→ **PROBLEM DETAILS**
All that should be output is the block of lines below from the line with "function trace(path, color, width, dash)" to the line with "M473 709 502 712V726H492V721H473Z", both included, exactly as written.

→ **Dataset records**
────────
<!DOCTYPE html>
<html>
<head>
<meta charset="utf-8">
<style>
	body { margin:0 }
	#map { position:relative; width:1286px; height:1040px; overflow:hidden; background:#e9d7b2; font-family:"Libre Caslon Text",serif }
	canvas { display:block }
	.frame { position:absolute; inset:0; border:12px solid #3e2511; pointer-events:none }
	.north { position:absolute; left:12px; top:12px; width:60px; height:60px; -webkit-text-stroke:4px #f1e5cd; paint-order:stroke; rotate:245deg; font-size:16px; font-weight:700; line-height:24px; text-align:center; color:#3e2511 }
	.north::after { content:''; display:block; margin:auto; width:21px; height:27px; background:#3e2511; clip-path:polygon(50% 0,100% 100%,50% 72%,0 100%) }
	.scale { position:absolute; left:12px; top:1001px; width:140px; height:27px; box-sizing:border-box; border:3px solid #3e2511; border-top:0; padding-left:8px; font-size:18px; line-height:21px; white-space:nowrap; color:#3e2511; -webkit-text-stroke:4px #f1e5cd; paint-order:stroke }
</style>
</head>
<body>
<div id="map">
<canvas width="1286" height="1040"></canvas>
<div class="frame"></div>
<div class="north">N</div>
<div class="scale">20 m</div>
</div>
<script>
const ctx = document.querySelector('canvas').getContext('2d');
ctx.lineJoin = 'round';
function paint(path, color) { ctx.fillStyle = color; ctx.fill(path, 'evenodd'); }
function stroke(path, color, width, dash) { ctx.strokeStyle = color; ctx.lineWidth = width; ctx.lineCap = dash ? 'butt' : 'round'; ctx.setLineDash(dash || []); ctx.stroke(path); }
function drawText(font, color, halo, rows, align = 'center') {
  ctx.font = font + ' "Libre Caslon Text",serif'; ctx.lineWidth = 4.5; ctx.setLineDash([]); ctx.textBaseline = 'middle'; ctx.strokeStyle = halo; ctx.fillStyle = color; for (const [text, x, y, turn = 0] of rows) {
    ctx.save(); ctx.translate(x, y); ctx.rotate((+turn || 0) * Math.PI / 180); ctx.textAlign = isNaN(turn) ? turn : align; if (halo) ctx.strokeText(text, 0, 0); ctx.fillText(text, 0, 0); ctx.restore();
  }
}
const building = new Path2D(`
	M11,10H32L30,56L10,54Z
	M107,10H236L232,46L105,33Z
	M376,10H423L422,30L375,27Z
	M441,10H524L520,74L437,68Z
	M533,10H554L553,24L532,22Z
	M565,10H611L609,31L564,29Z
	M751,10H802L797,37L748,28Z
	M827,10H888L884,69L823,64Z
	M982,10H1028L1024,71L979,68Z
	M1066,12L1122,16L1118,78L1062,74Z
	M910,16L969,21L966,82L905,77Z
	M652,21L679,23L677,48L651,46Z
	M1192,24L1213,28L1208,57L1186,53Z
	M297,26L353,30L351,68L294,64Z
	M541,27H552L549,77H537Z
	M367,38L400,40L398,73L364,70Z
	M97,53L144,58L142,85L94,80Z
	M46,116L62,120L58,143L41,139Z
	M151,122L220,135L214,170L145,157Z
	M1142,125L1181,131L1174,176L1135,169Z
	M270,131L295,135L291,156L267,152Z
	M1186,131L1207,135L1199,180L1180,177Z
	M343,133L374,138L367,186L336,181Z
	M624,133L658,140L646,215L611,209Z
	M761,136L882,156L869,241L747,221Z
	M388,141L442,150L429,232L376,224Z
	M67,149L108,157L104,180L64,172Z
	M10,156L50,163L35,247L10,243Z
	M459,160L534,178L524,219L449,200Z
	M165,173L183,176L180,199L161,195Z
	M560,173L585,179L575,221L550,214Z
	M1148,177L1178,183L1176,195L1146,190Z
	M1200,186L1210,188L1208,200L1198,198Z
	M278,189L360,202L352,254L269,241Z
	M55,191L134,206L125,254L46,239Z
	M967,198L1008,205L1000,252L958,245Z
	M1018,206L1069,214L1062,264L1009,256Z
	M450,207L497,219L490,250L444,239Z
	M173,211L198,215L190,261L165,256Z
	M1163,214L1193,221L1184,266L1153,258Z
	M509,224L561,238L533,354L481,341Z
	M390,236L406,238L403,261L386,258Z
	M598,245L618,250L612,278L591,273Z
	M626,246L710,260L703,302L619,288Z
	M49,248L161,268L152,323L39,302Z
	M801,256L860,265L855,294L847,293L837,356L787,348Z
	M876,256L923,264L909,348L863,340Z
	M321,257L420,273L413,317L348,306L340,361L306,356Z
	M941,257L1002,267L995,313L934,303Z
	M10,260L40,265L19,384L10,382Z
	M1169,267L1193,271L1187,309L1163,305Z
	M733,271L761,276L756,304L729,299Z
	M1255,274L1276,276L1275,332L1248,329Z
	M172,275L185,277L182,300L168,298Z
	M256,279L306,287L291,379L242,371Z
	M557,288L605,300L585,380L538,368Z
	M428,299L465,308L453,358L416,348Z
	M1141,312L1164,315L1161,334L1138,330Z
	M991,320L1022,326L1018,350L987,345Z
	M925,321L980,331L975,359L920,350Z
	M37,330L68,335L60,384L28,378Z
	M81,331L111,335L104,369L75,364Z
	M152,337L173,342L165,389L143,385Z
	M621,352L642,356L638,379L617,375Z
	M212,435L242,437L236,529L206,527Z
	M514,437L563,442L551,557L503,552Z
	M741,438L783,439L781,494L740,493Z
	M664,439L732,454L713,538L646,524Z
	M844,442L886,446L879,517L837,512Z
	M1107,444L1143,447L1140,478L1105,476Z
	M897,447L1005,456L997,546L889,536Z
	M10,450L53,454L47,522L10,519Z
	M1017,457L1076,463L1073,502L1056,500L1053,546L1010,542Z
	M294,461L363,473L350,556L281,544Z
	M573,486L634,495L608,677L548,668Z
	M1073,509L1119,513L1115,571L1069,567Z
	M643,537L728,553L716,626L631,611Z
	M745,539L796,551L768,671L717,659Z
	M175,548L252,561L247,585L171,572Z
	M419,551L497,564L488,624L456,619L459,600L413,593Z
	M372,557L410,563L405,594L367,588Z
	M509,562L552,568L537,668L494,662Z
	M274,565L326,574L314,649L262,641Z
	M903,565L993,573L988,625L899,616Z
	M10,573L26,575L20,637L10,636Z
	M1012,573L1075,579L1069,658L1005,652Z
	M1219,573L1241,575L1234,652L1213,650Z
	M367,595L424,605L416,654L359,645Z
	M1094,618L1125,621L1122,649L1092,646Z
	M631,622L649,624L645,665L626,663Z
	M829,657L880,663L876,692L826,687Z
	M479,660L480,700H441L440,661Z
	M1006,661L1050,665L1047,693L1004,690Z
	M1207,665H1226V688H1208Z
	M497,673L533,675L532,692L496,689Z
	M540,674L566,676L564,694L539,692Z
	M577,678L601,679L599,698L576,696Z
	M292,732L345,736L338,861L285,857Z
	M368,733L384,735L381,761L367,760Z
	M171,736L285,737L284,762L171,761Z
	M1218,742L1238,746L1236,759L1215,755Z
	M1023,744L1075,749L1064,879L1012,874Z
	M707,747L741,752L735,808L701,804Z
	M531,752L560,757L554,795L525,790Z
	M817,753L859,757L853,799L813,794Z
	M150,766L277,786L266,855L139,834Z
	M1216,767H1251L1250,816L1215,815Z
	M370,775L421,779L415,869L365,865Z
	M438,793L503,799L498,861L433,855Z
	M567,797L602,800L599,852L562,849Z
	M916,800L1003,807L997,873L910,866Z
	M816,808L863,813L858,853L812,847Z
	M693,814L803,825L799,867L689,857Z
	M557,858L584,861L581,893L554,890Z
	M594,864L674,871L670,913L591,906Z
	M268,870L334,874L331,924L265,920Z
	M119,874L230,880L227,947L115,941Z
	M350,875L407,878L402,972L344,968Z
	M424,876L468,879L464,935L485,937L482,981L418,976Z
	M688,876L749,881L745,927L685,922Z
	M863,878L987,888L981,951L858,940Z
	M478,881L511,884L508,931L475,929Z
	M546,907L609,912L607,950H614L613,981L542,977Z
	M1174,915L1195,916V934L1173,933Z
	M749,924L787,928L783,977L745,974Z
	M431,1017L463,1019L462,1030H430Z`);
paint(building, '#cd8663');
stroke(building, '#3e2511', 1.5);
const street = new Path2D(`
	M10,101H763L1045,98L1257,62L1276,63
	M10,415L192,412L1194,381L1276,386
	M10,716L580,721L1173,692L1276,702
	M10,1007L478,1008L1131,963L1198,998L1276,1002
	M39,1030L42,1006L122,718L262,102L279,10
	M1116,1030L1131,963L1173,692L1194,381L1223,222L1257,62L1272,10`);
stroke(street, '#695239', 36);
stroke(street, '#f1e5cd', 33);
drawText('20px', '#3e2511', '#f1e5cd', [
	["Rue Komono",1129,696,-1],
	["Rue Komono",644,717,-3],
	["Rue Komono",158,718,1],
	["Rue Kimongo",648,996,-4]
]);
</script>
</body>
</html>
────────
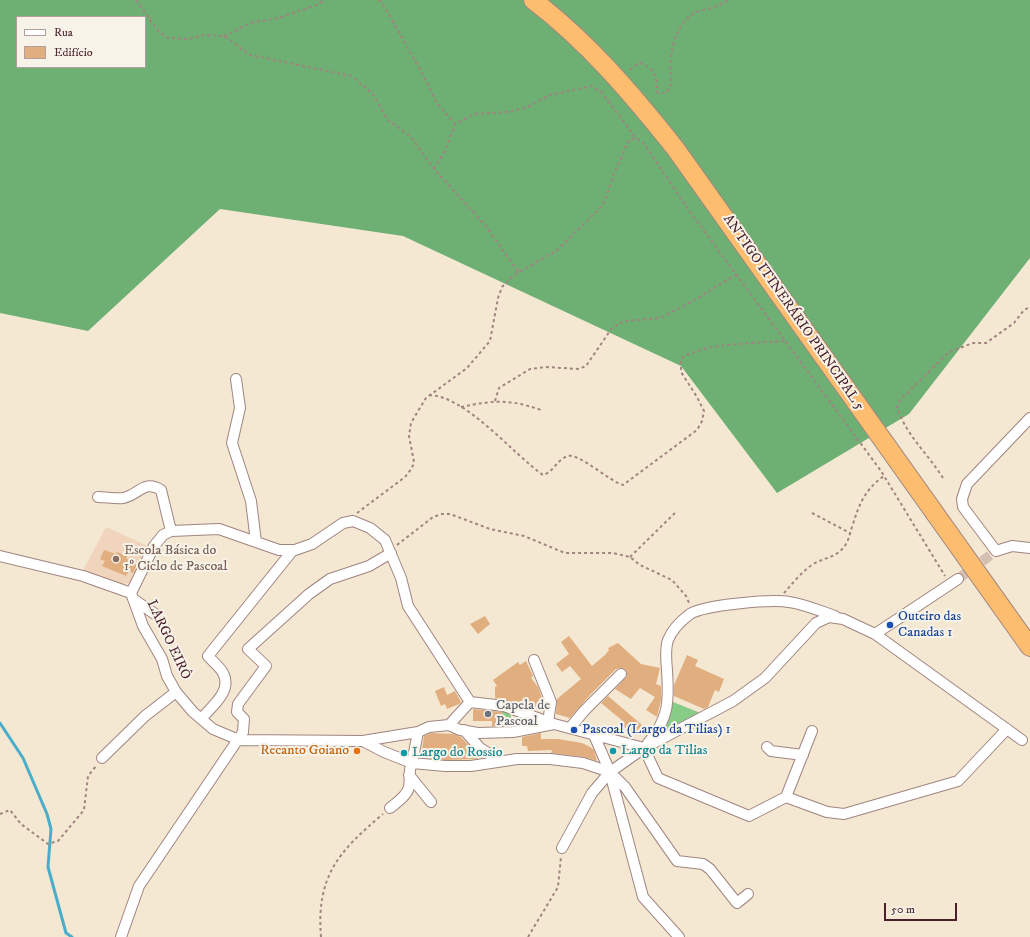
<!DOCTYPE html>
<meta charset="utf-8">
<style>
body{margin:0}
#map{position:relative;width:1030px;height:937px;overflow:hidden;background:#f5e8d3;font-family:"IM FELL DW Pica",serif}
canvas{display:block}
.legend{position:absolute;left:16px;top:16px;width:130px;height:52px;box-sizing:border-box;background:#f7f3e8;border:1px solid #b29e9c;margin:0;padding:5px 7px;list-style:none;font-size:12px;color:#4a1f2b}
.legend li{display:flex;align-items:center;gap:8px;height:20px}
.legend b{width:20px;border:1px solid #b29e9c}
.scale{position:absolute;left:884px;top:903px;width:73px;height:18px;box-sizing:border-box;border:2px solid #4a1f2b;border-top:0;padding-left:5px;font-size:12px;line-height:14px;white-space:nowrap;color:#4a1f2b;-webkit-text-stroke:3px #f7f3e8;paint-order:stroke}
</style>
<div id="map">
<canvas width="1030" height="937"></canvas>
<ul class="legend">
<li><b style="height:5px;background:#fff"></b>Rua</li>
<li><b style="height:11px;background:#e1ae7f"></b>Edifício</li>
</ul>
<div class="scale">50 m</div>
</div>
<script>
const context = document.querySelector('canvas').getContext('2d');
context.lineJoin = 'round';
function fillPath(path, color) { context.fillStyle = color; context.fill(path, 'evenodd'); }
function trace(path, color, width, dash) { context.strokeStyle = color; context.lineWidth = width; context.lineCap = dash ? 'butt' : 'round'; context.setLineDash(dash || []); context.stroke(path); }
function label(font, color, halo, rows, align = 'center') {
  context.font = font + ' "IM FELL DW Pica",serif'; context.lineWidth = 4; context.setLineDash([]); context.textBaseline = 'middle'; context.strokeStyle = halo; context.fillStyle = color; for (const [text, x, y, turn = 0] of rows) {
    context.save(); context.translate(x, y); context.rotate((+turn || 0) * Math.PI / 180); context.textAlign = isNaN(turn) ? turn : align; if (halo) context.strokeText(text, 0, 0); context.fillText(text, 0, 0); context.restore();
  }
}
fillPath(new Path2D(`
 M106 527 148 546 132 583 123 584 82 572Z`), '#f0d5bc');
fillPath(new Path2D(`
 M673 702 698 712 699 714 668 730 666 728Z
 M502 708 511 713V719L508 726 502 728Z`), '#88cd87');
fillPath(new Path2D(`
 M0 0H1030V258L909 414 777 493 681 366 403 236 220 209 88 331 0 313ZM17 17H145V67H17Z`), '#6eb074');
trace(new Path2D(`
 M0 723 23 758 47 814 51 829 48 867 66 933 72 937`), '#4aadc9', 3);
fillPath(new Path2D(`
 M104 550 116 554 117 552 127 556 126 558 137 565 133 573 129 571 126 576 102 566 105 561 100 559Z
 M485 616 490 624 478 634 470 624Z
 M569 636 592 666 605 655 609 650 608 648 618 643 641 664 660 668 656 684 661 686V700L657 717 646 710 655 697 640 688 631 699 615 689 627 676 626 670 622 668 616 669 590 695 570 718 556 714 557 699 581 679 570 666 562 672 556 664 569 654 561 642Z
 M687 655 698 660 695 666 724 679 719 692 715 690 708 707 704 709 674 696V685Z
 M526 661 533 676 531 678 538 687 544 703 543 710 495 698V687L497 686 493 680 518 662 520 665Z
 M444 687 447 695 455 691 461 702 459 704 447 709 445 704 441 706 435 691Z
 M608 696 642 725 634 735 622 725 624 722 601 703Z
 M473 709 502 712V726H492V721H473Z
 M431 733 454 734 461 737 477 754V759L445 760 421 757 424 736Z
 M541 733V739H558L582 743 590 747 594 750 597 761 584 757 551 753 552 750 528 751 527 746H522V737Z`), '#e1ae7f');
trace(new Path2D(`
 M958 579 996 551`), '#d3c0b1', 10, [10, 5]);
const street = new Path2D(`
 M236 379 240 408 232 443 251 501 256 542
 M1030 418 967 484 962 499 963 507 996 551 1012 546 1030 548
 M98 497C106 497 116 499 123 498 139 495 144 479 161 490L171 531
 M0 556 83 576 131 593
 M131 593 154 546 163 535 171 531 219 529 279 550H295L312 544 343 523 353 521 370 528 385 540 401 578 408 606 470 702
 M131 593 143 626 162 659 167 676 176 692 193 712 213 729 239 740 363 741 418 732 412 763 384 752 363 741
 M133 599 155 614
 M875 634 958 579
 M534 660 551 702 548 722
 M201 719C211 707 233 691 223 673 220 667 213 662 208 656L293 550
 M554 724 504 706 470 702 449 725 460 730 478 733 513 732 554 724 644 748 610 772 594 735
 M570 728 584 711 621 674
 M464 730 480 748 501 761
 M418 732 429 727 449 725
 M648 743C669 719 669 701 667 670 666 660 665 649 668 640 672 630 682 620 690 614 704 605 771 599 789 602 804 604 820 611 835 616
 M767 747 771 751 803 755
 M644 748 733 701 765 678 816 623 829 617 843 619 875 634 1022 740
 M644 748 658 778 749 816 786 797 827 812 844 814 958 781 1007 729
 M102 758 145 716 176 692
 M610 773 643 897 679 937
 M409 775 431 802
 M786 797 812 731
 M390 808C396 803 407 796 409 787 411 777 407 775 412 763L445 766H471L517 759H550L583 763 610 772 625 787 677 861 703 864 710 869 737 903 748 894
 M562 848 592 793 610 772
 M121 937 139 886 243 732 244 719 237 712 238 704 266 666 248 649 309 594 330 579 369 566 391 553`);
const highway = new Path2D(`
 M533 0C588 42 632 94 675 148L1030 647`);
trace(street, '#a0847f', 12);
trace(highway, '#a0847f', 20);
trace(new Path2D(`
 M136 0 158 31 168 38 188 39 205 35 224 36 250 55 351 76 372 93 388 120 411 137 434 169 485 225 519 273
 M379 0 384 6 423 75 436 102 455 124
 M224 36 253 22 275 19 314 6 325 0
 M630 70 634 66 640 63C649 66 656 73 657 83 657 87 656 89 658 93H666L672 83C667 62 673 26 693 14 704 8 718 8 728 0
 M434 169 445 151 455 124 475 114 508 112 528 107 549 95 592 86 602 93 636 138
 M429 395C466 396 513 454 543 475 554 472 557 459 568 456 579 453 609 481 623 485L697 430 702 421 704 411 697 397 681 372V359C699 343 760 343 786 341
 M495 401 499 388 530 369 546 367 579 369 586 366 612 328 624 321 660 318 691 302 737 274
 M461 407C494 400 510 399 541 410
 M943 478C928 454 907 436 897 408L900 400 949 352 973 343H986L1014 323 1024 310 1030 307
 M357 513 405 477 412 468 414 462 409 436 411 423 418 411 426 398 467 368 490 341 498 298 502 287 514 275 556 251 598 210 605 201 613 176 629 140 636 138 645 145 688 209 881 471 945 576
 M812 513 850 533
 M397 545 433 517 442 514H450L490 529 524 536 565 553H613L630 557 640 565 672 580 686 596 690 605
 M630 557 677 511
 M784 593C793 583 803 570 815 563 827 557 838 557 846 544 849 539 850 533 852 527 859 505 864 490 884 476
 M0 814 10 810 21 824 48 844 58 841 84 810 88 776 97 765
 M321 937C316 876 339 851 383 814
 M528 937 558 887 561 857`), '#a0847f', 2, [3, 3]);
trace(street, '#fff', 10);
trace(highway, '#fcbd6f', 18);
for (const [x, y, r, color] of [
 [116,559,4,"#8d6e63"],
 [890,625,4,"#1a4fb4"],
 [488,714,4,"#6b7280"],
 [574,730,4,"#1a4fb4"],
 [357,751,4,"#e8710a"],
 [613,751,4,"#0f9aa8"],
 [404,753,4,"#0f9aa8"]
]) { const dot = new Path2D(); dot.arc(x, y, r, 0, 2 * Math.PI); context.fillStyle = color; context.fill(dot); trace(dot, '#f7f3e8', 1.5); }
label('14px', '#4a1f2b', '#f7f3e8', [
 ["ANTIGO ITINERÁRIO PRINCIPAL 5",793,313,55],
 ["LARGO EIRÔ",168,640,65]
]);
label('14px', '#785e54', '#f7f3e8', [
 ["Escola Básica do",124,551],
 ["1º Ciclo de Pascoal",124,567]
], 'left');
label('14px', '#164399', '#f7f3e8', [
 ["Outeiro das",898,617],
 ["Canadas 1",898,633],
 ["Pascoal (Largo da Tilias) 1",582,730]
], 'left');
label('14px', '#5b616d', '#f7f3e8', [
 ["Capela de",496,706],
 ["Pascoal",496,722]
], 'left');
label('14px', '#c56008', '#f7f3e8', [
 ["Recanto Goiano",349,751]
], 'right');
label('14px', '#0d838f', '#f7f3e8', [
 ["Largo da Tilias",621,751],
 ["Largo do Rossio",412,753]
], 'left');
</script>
────────
→ **REPLY**
function trace(path, color, width, dash) { context.strokeStyle = color; context.lineWidth = width; context.lineCap = dash ? 'butt' : 'round'; context.setLineDash(dash || []); context.stroke(path); }
function label(font, color, halo, rows, align = 'center') {
  context.font = font + ' "IM FELL DW Pica",serif'; context.lineWidth = 4; context.setLineDash([]); context.textBaseline = 'middle'; context.strokeStyle = halo; context.fillStyle = color; for (const [text, x, y, turn = 0] of rows) {
    context.save(); context.translate(x, y); context.rotate((+turn || 0) * Math.PI / 180); context.textAlign = isNaN(turn) ? turn : align; if (halo) context.strokeText(text, 0, 0); context.fillText(text, 0, 0); context.restore();
  }
}
fillPath(new Path2D(`
 M106 527 148 546 132 583 123 584 82 572Z`), '#f0d5bc');
fillPath(new Path2D(`
 M673 702 698 712 699 714 668 730 666 728Z
 M502 708 511 713V719L508 726 502 728Z`), '#88cd87');
fillPath(new Path2D(`
 M0 0H1030V258L909 414 777 493 681 366 403 236 220 209 88 331 0 313ZM17 17H145V67H17Z`), '#6eb074');
trace(new Path2D(`
 M0 723 23 758 47 814 51 829 48 867 66 933 72 937`), '#4aadc9', 3);
fillPath(new Path2D(`
 M104 550 116 554 117 552 127 556 126 558 137 565 133 573 129 571 126 576 102 566 105 561 100 559Z
 M485 616 490 624 478 634 470 624Z
 M569 636 592 666 605 655 609 650 608 648 618 643 641 664 660 668 656 684 661 686V700L657 717 646 710 655 697 640 688 631 699 615 689 627 676 626 670 622 668 616 669 590 695 570 718 556 714 557 699 581 679 570 666 562 672 556 664 569 654 561 642Z
 M687 655 698 660 695 666 724 679 719 692 715 690 708 707 704 709 674 696V685Z
 M526 661 533 676 531 678 538 687 544 703 543 710 495 698V687L497 686 493 680 518 662 520 665Z
 M444 687 447 695 455 691 461 702 459 704 447 709 445 704 441 706 435 691Z
 M608 696 642 725 634 735 622 725 624 722 601 703Z
 M473 709 502 712V726H492V721H473Z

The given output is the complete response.